Some time ago, I asked Contrarian readers when Sarah Palin‘s 15 minutes (OK, 20) of fame would end and she’d return to her natural habitat. Well, she did go back to to Alaska, sort of. But judging by the camera crew in tow and the fact that it’s almost 2011, I think we know better than to hold our collective regarding the former.
On a recent episode of “Sarah Palin’s Alaska”, she invited her sister in fecundity, Kate Gosselin, to go camping with her family. Within the first five minutes, Palin is shown in a gun shop. “Just like you can’t walk down the street in New York City without seeing someone with a Blackberry, you can’t walk outside here without seeing someone with a gun,” She says. (I’m paraphrasing, but you get the gist.)
Of course, Blackberries tend to be less lethal than firearms. [Editor’s Note: not in Washington!]
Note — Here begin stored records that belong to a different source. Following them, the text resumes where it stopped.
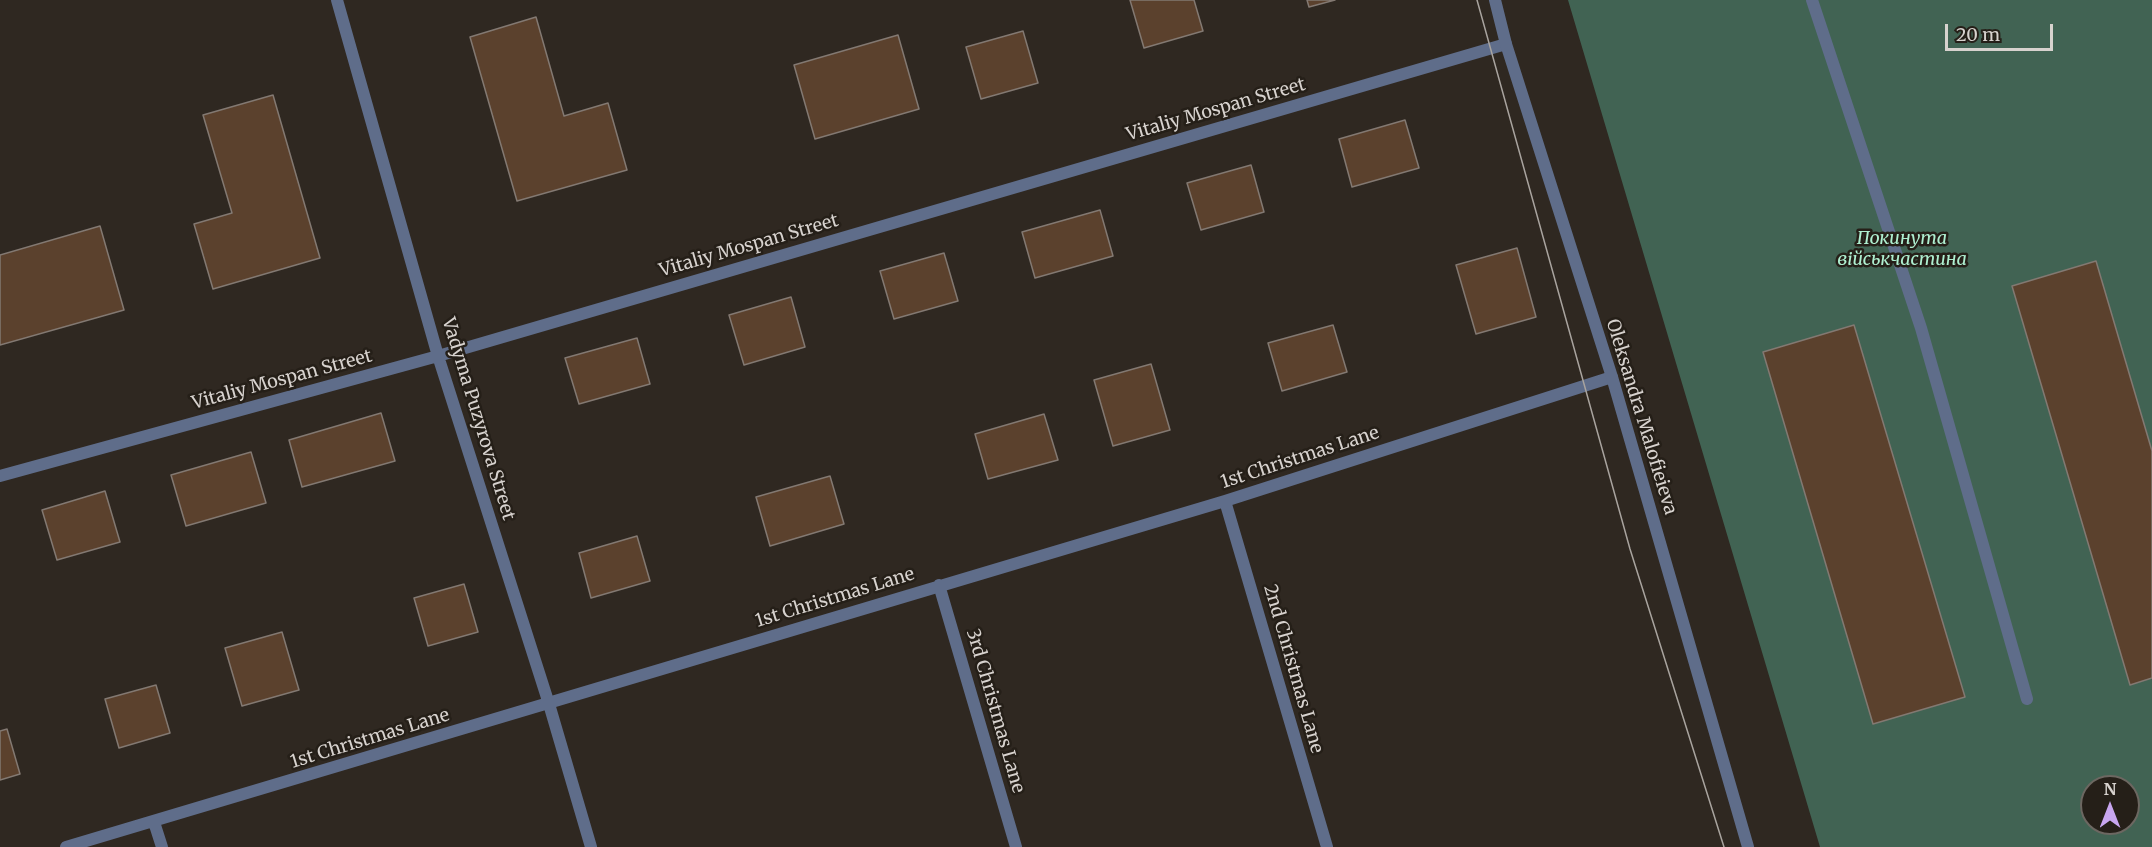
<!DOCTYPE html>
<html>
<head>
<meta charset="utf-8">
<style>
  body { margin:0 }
  #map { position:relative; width:2152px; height:847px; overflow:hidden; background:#2f2821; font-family:Merriweather,serif }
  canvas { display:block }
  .north { position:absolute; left:2080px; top:775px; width:60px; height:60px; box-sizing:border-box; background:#251f18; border:2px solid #6c6761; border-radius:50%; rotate:0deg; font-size:16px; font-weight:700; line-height:24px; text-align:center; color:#d7d2ce }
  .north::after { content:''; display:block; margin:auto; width:21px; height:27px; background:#c8a6ef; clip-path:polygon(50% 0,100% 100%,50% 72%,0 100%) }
  .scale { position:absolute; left:1945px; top:24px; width:108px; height:27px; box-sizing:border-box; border:3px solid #d7d2ce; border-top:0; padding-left:8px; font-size:18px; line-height:21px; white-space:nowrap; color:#d7d2ce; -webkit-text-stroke:4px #251f18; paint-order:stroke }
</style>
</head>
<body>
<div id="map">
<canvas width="2152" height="847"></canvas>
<div class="north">N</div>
<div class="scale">20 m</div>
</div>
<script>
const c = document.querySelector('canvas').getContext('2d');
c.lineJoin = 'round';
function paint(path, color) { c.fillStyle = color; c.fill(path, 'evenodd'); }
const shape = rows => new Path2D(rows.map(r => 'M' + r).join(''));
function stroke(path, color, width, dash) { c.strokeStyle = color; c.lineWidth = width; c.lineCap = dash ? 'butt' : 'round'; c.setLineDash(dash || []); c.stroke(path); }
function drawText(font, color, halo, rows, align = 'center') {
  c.font = font + ' Merriweather,serif'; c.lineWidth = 5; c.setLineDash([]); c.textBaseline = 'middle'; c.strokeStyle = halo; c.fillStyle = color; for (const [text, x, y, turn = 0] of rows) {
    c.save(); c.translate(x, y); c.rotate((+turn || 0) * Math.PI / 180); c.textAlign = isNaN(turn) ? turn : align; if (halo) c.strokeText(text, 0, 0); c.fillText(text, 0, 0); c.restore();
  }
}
const forest = shape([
  [1568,0,2152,0,2152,847,1820,847],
  [2092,787,2128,787,2128,823,2092,823]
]);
const building = shape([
  [1130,0,1194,0,1203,31,1144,48,1130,0],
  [1307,0,1335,0,1309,7,1307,0],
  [536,17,564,116,608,103,627,170,517,201,470,37,536,17],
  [1023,31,1038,83,981,99,966,47,1023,31],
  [898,35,919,109,815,139,794,65,898,35],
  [273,95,320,258,213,289,194,224,232,213,203,115,273,95],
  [1405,120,1419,168,1352,187,1339,139,1405,120],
  [1251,165,1264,212,1201,230,1187,183,1251,165],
  [1100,210,1113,256,1035,278,1022,232,1100,210],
  [100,226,124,310,0,345,0,255,100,226],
  [1517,248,1536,317,1476,334,1456,265,1517,248],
  [944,253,958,301,894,319,880,271,944,253],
  [2096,261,2152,451,2152,678,2130,685,2012,286,2096,261],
  [791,297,805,347,744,365,729,315,791,297],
  [1333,325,1347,372,1282,391,1268,343,1333,325],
  [1854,325,1965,697,1873,724,1763,352,1854,325],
  [637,338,650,384,579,404,565,358,637,338],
  [1151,364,1170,430,1113,446,1094,380,1151,364],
  [381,413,395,461,302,487,289,440,381,413],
  [1044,414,1058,460,988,479,975,434,1044,414],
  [251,452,266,503,186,526,171,475,251,452],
  [830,476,844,524,770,546,756,497,830,476],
  [105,491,120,542,57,560,42,510,105,491],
  [637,536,650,581,591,598,579,553,637,536],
  [464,584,478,632,428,646,414,598,464,584],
  [282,632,299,690,242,706,225,648,282,632],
  [156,685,170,733,119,748,105,699,156,685],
  [7,729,20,774,0,780,0,731,7,729]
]);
const service = shape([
  [1812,0,1921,328,2027,699]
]);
const minor = shape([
  [337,0,438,356,549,704,591,847],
  [0,476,438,356,1506,44],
  [1225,501,1327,847],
  [939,585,1016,847],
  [154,822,162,847],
  [66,847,1225,501,1612,377]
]);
const tertiary = shape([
  [1495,0,1506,44,1612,377,1748,847]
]);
const tram = shape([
  [1477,0,1630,549,1724,847]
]);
const streetNames = [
  ["Vitaliy Mospan Street",1216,110,-16],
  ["Vitaliy Mospan Street",749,246,-16],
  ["Vitaliy Mospan Street",282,380,-15],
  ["Oleksandra Malofieieva",1641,417,73],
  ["Vadyma Puzyrova Street",478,419,73],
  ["1st Christmas Lane",1300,458,-18],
  ["1st Christmas Lane",835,598,-17],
  ["2nd Christmas Lane",1293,669,74],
  ["3rd Christmas Lane",995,711,74],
  ["1st Christmas Lane",370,739,-17]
];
const parkNames = [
  ["Покинута",1902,239],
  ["військчастина",1902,260]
];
paint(forest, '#416353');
paint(building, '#5b412d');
stroke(building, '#837972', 1.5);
stroke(service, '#5f6d8a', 12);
stroke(minor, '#5f6d8a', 12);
stroke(tertiary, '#5f6d8a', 12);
stroke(tram, '#a9a49f', 1.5);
drawText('18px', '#d7d2ce', '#251f18', streetNames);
drawText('italic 18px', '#aff0d1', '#251f18', parkNames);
</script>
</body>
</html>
In one contrived moment, Sarah announces to youngest daughter Piper that they’ll be camping with Kate’s clan. Despite her mother’s claim that Piper is a big fan of Kate’s show and kids, Piper flashes a feral grin upon hearing the news. Equally disturbing, mother and daughter share seem to share the same hairdresser. We’ll never be free of the Palin dynasty, methinks.
When Kate arrives, she and Sarah swap horror stories about celebrity. Palin complains about writer Joe McGinnis renting a house next to hers for his book, leading her family to construct a fourteen-foot fence around their property. The author’s name is unmentioned.
Keep in mind what McGinnis himself said about Palin’s outrage: “I am not taking video or photos and I found two people who were trying to take a picture over the fence and I told them that they had to leave, so in a way, I am serving as a kind of a buffer.”
For her part, Kate claims to have “been through it all.” I guess “all” means voluntarily subjecting oneself to risky in-vitro-fertilization, choosing not to terminate any of the embryos despite medical uncertainty, pimping your kids out to a reality show because you really need the money and having all kinds of plastic surgery, then you have “been through it all.” But it was also all your own doing.
The two ladies attend a class called “Learn to Return,” which is close to what is sounds like: learning to protect yourself in the case of a bear attack. This being “Sarah Palin’s Alaska”, it also prominently featured guns. Kate on bears: “I will die of a heart attack.” Promise? “There’s nothing I wouldn’t do to protect my kids,” Kate also offers. This oath seems contradictory to her commitment to exploiting them. Then again, they would be less lucrative if killed or maimed by bears.
When the gang gets to the campsite, Kate stands petulantly under the tent, and generally looks and acts miserable because of the weather. When she can stand it no more, she leaves. Bill Maher, I think Sarah Palin has some competition for the title of “Queen of Faux Outrage.”